Nesta perspectiva, a vida é uma eterna disputa por distinção “com os outros”, e esta disputa seria, essencialmente, de classe. Há uma construção social do “gosto”, que faz com que determinados bens sejam considerados legítimos, distintos, e outros sejam considerados vulgares – um campo de batalha por legitimação e reprodução das práticas sociais (BOURDIEU, 2007). A ênfase na “naturalização do gosto” como perpetuação da dominação nos permite a compreender os jogos de distinção e pertencimento entre as classes, envolvendo a dimensão simbólica.
A ênfase nas dimensões culturais de classe aproximou Bourdieu do campo da Comunicação (GIRARDI JR., 2007) e é um dos autores mais citados na área de consumo no campo da comunicação, principalmente seu livro “A Distinção”. Sua referencia também pode ser notada em outros livros considerados base nesta área, como Mary Douglas (2006) e Grant McCracken (2003).
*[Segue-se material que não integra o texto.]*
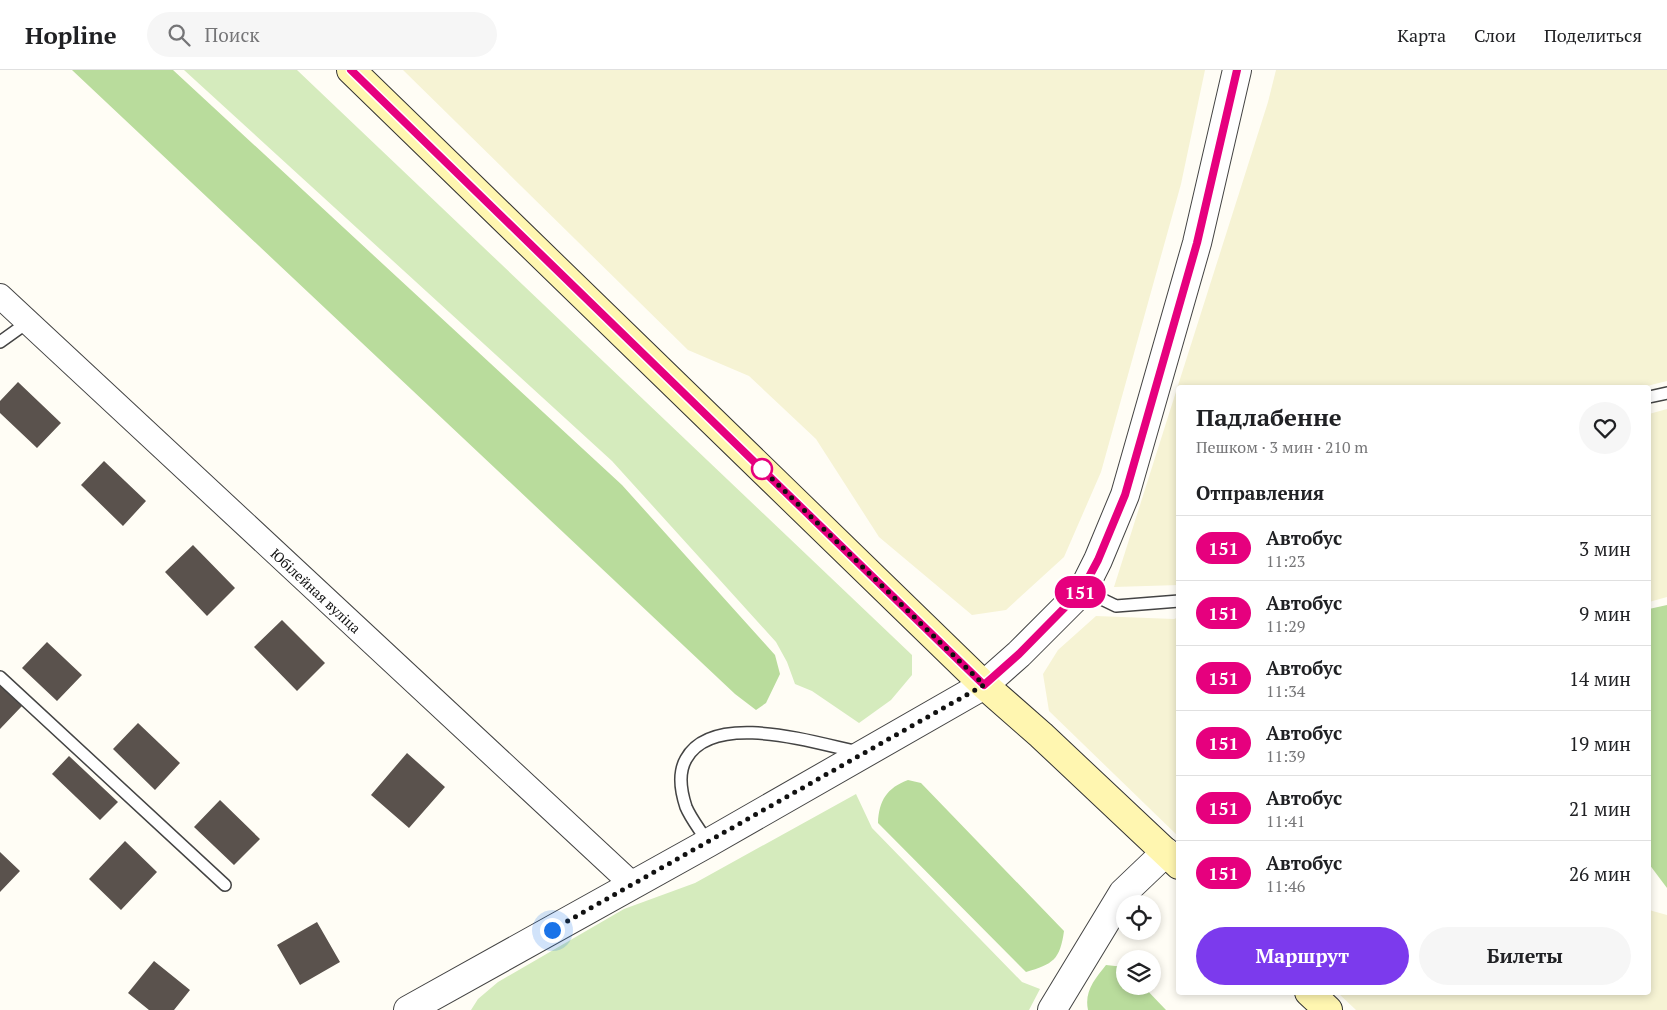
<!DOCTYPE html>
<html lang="ru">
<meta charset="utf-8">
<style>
body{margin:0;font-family:"PT Serif",serif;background:#f6f6f6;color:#202124;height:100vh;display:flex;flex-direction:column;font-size:19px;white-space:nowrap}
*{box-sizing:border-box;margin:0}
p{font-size:16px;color:#757577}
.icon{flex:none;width:28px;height:28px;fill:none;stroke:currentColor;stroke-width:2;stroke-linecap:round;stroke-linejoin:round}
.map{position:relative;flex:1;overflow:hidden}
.panel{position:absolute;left:1176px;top:315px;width:475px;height:610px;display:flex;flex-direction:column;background:#fff;border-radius:5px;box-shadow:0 2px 8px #0003}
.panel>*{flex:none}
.badge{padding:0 10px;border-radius:16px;font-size:18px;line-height:32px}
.controls{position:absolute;left:1116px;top:825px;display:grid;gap:10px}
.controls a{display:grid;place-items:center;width:45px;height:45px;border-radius:50%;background:#fff;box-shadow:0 2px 8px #0003;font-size:25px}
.you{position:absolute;width:25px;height:25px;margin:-12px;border:4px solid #fff;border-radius:50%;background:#1a73e8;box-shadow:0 0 0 8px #1a73e833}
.map>.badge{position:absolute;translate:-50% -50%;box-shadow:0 0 0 2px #fff}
h2{padding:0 20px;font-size:19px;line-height:45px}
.round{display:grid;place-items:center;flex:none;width:52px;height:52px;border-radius:26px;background:#f6f6f6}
.overview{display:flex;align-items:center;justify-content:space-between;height:85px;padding:0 20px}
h1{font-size:24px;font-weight:700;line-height:38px}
.action{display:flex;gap:10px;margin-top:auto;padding:10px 20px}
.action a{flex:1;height:58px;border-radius:30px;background:#7c3aed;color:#fff;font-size:20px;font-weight:700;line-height:58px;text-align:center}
.action a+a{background:#f6f6f6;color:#202124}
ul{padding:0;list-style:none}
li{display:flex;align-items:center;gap:15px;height:65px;padding:0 20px;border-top:1px solid #e0e0e0}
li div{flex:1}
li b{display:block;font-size:19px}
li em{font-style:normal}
li .badge{min-width:55px;font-weight:700;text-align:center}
header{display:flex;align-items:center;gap:30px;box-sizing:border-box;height:70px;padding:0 25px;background:#fff;border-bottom:1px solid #e0e0e0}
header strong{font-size:24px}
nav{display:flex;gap:28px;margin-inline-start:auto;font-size:18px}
.search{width:350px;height:45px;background:#f6f6f6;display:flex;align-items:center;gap:12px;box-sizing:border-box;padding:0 18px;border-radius:28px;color:#757577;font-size:19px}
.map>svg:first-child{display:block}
.farmland{fill:#f6f3d4}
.green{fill:#d5ebbd}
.forest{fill:#b9dc9c}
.building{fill:#5a524d}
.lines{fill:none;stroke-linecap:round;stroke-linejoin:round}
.service-casing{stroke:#444;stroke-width:14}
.minor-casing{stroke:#444;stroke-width:26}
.tertiary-casing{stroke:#444;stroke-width:30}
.secondary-casing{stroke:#333;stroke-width:30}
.service{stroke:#fff;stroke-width:11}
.minor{stroke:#fff;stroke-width:24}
.tertiary{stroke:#fff;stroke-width:28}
.secondary{stroke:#fff6b0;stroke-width:28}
.line-casing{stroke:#fff;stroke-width:11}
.line{stroke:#e6007e;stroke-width:8}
.walk{stroke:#111;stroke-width:5;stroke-dasharray:0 9}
.stop-dot{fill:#fff;stroke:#e6007e;stroke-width:2.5}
.labels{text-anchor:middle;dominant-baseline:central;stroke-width:5;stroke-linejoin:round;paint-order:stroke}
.street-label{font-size:14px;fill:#111;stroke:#fff}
</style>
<header>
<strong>Hopline</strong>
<div class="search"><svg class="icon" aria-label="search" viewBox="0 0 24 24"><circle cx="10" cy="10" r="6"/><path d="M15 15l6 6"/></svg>Поиск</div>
<nav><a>Карта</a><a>Слои</a><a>Поделиться</a></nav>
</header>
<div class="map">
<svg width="1667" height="940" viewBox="0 0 1667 940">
<rect width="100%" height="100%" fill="#fffdf5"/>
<path class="farmland" d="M403,0H1205L1181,114L1101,402L1064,487L1006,540L972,545L879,467L816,369L749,306L688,280Z
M1276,0H1667V311L1639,318H1179V515L1114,517L1268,32Z
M1667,339V527L1649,532V344Z
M1096,546L1174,549L1179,547V767L1049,641L1043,604L1058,580Z
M1649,840L1667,845V940H1356L1338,923L1649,922Z"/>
<path class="green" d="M184,0H297L912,585V605L891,630L859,653L812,621L795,614L787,592L776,572L612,391Z
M856,724L872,758L1022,912L1040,919L1029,940H471L478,929L498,912L624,839L695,813Z"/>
<path class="forest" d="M72,0H173L622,415L775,585L780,604L766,633L756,640L735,624Z
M1667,535V818L1649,794V539Z
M908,710L921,713L1064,861C1060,890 1053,894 1026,902L878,753C879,730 887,718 908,710Z
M1106,895L1124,897L1125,916H1143L1166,940H1088C1084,921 1095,909 1106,895Z"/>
<path class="building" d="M18,312L61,353L37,378L0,343V331Z
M104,391L146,431L123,456L81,415Z
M193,475L235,518L207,546L165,502Z
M282,550L325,593L297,621L254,577Z
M47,572L82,605L57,631L22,598Z
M0,615L22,636L0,659Z
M138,653L180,693L155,720L113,679Z
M407,683L445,717L409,758L371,725Z
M69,686L118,732L100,750L52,704Z
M220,730L260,769L234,795L194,757Z
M125,771L157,802L121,840L89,809Z
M0,782L20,801L0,822Z
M317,852L340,892L300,915L277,875Z
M154,891L190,920L174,940H149L128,923Z"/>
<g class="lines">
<g class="service-casing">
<path id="service" d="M0,272L28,252
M1649,327L1667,323
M1083,520L1116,536L1179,531
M0,607L225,815
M708,773C701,761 691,749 686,737C681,722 678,703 686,689C713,640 815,673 858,682"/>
</g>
<g class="minor-casing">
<g id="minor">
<path id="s1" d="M0,226L633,815"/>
</g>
</g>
<g class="tertiary-casing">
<path id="tertiary" d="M408,940L708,773L984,615L1019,584L1083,520L1098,490L1125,425L1197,173L1237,0
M1052,940L1123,823L1166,782"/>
</g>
<g class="secondary-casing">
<path id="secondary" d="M351,0L984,615L1041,665L1179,795
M1309,922L1328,940"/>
</g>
<use href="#service" class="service"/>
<use href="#minor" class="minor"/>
<use href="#tertiary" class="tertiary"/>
<use href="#secondary" class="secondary"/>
</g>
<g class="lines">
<g class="line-casing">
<path id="line" d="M351,0L984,615L1019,584L1082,520L1098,490L1125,425L1197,173L1237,0"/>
</g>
<use href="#line" class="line"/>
<path class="walk" d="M552,860L984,615L762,399"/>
</g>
<circle class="stop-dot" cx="762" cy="399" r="10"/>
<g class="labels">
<g class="street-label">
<text stroke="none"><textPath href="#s1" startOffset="432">Юбілейная вуліца</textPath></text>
</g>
</g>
</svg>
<div class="controls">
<a><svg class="icon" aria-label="locate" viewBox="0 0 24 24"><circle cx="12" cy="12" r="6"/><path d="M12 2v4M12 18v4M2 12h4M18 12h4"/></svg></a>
<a><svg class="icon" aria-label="layers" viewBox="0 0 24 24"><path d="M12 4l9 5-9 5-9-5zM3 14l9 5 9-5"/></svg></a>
</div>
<div class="you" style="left:552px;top:860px"></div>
<b class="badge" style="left:1080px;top:522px;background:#e6007e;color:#fff">151</b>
<section class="panel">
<div class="overview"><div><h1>Падлабенне</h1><p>Пешком · 3 мин · 210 m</p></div><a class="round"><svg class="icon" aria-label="heart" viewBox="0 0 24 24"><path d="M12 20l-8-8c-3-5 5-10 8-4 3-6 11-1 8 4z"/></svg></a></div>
<h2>Отправления</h2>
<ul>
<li><span class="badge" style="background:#e6007e;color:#fff">151</span><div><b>Автобус</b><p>11:23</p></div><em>3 мин</em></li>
<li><span class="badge" style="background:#e6007e;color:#fff">151</span><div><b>Автобус</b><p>11:29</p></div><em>9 мин</em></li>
<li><span class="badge" style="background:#e6007e;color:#fff">151</span><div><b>Автобус</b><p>11:34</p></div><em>14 мин</em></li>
<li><span class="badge" style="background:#e6007e;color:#fff">151</span><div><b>Автобус</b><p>11:39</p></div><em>19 мин</em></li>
<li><span class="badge" style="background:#e6007e;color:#fff">151</span><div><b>Автобус</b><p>11:41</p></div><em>21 мин</em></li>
<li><span class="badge" style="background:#e6007e;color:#fff">151</span><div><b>Автобус</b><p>11:46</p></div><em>26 мин</em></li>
</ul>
<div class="action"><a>Маршрут</a><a>Билеты</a></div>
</section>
</div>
Seja em qual linha teórica seguir, o que importa é que as classes assumem novas formas, sociais e discursivas – formas que são midiatizadas (GROHMANN, 2013a), pois as classes estão nas telenovelas, nas campanhas publicitárias, na conversação cotidiana dos sujeitos, nos institutos de pesquisa, nas práticas interacionais nas redes sociais, como uma “explosão midiatizada de classes” em todos os espaços.
Quais novas formas sociais adquiriram as classes sociais no Brasil nos últimos anos? Relaciona-se ao que se convencionou chamar de “nova classe média”, considerado o fenômeno sociológico brasileiro recente mais importante, tornada uma marca política e publicitária utilizada por governo e mercados (GROHMANN, 2013a) e criticado por autores (SOUZA, 2010; POCHMANN, 2012; CHAUÍ, 2013) por não ser, de fato, nem “nova” nem “média”. Este estrato, então, se refere à parcela da sociedade brasileira, devido às políticas sociais e de apoio ao crédito, que conseguiu, principalmente, ascender à “sociedade do consumo”, a ter acesso aos direitos sociais, a entrar no universo “consumidor-cidadão” (CANCLINI, 2007).
O acirramento das disputas midiatizadas entre as classes brasileiras se dá a partir da mediação da política social do lulismo (SINGER, 2012), com políticas sociais compensatórias e o objetivo de tornar o Brasil um “país de classe média”. Isso gerou um afastamento da “classe média tradicional” da base lulista, que se sentiu ameaçada e sem perspectivas, gerando discursos midiatizados na internet com memes e hashtags, como o #ClasseMédiaSofre. É neste contexto onde se inserem as disputas materiais e simbólicas em torno das marcas e o fenômeno da “orkutização”.
Este já é um indício das novas formas discursivas como se expressam as classes sociais no Brasil. Ana Lucia Enne (2011), a partir de um caminho bourdiano, comenta o uso das estratégias linguísticas na internet (no caso, o Orkut) usadas por grupos ligados a um consumo cultural considerado “desqualificado”. A autora usa como exemplo as expressões “e daí?”, “pronto, falei”, “confesso” como artimanhas discursivas de resistência ao preconceito e ao estigma pelo gosto, principalmente relacionado ao consumo musical, como pode ser visto abaixo:
“Eu gosto de Sertanejo, e daí?!” (300.600 membros) - “As pessoas falam que você é brega por ouvir Sertanejo? Não se deixe levar pelo preconceito”.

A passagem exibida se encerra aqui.